Stonehenge is Britain's most famous ancient site - but how far has science helped us understand what it was used for?

Stonehenge is Britain's most famous ancient site - but how far has science helped us understand what it was used for?

Dr Chris Chippindale, curator of the University's Museum of Archaeology and Anthropology, will be exploring some of the mysteries of Stonehenge in a lecture on Thursday 22 March, as part of National Science Week.

Questions such as how old the site is, how it was built and where the stones came from, have all been given fairly satisfactory answers by scientists. But mysteries such as why there is only one Stonehenge, have been answered only partially, and scientists are still struggling to come to a consensus about other questions, particularly about the role played by ancient astronomy at the site.
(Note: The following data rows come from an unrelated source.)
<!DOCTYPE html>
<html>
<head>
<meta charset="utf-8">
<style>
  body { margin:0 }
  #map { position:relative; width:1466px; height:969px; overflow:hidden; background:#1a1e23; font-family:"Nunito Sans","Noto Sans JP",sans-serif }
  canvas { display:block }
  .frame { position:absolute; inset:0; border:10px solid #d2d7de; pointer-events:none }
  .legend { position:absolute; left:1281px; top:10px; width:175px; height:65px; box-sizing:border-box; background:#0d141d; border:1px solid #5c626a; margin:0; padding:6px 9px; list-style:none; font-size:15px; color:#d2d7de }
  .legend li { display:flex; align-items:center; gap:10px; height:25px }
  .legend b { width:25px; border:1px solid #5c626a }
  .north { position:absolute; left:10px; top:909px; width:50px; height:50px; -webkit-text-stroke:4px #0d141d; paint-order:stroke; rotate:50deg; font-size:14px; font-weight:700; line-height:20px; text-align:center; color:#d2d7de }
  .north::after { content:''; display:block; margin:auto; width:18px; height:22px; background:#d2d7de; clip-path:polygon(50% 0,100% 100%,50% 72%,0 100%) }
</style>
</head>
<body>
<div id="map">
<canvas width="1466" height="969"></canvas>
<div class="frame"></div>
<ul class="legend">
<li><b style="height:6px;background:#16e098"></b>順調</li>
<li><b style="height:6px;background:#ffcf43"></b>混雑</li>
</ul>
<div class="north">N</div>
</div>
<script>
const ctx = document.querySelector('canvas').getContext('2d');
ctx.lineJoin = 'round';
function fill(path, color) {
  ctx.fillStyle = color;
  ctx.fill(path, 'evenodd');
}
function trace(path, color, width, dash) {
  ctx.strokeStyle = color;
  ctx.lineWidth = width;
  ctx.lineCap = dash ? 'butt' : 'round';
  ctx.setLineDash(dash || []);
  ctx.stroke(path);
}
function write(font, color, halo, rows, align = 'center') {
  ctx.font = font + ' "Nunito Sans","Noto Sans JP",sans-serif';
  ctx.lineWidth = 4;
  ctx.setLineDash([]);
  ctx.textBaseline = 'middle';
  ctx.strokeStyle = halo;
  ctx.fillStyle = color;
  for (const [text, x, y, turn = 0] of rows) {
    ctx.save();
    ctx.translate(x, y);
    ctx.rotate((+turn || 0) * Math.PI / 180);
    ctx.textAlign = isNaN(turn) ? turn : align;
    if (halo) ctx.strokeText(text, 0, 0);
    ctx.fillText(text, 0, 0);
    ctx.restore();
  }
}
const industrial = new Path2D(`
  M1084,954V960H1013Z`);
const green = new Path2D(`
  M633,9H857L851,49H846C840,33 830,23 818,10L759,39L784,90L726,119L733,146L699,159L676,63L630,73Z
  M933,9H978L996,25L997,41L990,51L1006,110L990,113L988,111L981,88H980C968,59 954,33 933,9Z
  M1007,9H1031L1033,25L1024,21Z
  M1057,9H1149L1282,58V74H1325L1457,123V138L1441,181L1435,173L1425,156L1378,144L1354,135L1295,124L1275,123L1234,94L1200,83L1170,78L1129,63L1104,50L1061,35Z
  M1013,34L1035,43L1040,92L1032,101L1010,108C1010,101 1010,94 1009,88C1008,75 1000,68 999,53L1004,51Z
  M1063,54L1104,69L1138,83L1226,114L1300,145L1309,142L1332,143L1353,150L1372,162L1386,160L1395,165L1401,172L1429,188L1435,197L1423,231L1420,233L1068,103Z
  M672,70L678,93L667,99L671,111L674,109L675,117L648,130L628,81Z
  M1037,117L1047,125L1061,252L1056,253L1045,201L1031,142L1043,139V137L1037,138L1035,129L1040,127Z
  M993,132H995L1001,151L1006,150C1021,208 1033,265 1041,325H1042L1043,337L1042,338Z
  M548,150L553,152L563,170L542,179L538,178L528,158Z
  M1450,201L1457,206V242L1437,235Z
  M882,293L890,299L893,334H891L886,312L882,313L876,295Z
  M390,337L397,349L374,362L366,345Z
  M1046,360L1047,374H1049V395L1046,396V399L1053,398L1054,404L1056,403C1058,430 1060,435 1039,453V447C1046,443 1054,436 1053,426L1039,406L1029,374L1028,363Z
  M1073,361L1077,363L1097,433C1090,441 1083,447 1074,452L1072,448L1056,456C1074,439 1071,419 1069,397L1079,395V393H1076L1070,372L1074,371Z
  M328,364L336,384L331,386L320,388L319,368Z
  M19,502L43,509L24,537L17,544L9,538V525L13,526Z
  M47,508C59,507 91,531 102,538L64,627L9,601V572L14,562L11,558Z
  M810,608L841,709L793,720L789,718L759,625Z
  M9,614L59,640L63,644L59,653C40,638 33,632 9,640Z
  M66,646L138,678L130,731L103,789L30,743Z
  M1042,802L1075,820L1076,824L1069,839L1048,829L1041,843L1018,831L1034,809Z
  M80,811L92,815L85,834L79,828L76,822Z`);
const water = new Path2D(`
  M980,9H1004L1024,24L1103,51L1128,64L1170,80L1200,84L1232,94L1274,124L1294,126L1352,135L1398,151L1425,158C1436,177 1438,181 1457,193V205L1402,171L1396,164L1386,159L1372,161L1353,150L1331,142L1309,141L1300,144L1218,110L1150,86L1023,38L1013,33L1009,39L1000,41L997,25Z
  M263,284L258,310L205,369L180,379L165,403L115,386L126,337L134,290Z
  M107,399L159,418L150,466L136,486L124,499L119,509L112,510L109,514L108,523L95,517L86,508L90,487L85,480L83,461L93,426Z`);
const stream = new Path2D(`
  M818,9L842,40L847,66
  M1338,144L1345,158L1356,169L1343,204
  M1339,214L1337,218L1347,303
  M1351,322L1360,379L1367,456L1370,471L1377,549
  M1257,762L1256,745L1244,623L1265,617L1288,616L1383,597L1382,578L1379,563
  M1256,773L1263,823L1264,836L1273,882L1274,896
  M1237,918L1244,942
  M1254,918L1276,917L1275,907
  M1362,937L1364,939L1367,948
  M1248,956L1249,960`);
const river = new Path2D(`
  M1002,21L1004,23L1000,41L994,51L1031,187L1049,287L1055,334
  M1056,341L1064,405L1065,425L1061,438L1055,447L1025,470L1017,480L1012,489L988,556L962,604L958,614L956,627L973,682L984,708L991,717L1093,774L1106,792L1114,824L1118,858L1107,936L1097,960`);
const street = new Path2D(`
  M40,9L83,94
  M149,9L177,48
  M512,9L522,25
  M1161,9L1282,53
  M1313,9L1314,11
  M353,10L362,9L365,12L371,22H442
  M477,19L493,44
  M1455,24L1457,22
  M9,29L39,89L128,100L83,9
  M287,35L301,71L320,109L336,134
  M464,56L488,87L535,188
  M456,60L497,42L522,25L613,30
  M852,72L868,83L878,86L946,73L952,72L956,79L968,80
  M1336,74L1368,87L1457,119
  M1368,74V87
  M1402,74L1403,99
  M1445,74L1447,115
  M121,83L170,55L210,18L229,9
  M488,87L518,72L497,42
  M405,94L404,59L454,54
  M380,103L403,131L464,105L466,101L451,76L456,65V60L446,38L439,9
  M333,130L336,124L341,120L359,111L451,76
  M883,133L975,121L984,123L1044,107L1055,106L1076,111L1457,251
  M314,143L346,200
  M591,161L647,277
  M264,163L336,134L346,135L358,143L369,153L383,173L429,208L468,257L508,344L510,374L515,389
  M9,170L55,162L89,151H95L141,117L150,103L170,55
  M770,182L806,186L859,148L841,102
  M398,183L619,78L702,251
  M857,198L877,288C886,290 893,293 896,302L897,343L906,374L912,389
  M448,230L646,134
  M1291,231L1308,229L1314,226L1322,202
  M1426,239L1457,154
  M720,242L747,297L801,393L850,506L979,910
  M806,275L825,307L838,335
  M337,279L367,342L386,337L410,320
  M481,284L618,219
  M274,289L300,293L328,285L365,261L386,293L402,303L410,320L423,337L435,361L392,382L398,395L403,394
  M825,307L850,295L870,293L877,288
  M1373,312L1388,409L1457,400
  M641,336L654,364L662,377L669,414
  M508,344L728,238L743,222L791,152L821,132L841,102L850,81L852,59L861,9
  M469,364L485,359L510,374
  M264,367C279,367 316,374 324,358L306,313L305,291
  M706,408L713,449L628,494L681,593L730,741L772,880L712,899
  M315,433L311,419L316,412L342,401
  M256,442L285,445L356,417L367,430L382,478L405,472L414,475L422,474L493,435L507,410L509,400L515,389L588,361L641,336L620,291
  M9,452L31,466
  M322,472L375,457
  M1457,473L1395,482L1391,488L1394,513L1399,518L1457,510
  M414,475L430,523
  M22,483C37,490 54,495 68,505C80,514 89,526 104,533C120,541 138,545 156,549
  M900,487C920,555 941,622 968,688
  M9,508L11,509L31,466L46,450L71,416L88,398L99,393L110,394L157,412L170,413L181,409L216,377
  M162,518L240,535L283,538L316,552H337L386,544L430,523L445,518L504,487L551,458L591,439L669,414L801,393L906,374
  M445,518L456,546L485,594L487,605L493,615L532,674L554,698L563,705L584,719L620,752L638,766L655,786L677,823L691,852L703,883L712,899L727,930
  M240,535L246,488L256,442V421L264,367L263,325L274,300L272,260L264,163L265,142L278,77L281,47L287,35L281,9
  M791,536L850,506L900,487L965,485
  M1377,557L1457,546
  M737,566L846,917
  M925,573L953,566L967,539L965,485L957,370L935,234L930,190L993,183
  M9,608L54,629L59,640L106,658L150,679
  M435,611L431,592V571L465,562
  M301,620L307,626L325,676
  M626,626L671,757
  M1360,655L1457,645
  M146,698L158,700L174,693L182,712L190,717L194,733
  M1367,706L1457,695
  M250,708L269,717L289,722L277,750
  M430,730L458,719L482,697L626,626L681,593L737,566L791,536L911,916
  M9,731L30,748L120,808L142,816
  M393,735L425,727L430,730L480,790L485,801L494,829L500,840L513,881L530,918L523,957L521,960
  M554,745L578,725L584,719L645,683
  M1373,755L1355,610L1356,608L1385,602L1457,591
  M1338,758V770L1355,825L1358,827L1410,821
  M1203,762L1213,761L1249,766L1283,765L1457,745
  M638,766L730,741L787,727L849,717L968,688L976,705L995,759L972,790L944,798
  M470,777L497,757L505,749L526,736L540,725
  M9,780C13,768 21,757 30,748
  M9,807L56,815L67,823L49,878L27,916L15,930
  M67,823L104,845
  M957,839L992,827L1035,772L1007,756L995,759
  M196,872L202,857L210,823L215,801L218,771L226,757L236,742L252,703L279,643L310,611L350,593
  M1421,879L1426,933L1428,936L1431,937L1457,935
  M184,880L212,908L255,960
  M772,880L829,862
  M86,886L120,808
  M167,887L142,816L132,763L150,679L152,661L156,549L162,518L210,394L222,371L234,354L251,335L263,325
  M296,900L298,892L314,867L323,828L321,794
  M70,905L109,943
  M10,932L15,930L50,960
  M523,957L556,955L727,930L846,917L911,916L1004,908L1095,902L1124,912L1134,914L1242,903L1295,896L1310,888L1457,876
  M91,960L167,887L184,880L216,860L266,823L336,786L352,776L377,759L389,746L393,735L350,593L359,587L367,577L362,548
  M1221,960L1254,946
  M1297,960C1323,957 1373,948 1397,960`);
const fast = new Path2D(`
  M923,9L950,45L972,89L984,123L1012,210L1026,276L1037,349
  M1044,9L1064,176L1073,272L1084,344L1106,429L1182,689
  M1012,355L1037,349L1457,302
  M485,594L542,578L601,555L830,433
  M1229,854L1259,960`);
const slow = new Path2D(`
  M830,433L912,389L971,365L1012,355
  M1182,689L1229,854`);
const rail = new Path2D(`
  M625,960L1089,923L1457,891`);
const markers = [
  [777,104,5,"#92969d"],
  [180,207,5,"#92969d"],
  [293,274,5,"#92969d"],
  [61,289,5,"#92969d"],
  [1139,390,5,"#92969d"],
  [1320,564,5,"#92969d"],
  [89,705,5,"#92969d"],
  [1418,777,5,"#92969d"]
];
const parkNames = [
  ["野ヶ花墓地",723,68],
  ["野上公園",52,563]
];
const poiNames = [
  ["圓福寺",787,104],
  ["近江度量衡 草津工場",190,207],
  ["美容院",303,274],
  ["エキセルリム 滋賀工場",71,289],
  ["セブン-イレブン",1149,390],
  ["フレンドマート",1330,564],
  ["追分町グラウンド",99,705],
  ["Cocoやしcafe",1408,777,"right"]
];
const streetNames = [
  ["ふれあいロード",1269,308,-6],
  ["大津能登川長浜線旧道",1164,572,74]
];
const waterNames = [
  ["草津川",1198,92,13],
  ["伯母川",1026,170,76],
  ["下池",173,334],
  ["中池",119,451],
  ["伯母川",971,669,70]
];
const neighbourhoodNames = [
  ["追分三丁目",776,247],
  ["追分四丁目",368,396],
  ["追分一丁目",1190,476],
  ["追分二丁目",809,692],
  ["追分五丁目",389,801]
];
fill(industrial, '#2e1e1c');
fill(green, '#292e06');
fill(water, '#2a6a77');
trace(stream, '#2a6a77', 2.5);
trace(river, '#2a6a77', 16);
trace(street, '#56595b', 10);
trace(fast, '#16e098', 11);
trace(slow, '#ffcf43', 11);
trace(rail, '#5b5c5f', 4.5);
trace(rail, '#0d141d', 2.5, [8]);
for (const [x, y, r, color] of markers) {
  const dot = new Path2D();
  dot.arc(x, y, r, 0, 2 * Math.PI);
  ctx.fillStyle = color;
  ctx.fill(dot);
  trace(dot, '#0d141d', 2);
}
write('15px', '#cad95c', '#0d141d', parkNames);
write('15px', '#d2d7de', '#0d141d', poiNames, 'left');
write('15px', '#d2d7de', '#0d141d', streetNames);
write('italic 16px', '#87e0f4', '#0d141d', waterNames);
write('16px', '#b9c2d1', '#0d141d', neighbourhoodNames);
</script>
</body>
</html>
"Astronomers a generation ago came to be persuaded that Stonehenge was some kind of prehistoric observatory-cum-computer - but the archaeologists are still not convinced about this," explains Dr Chippindale.

"Disconcertingly, the answers to these kinds of questions shift over the years, without coming to any robust conclusion which has solved the mystery.

"In using science to look at Stonehenge and at the society that made Stonehenge, we find that Stonehenge tells us about science and about the society that made science."

Dr Chippindale's lecture, Unravelling the Puzzle of Stonehenge, will take place on Thursday 22 March at 7.00pm, in the Babbage Lecture Theatre, New Museums Site, Downing Street, Cambridge.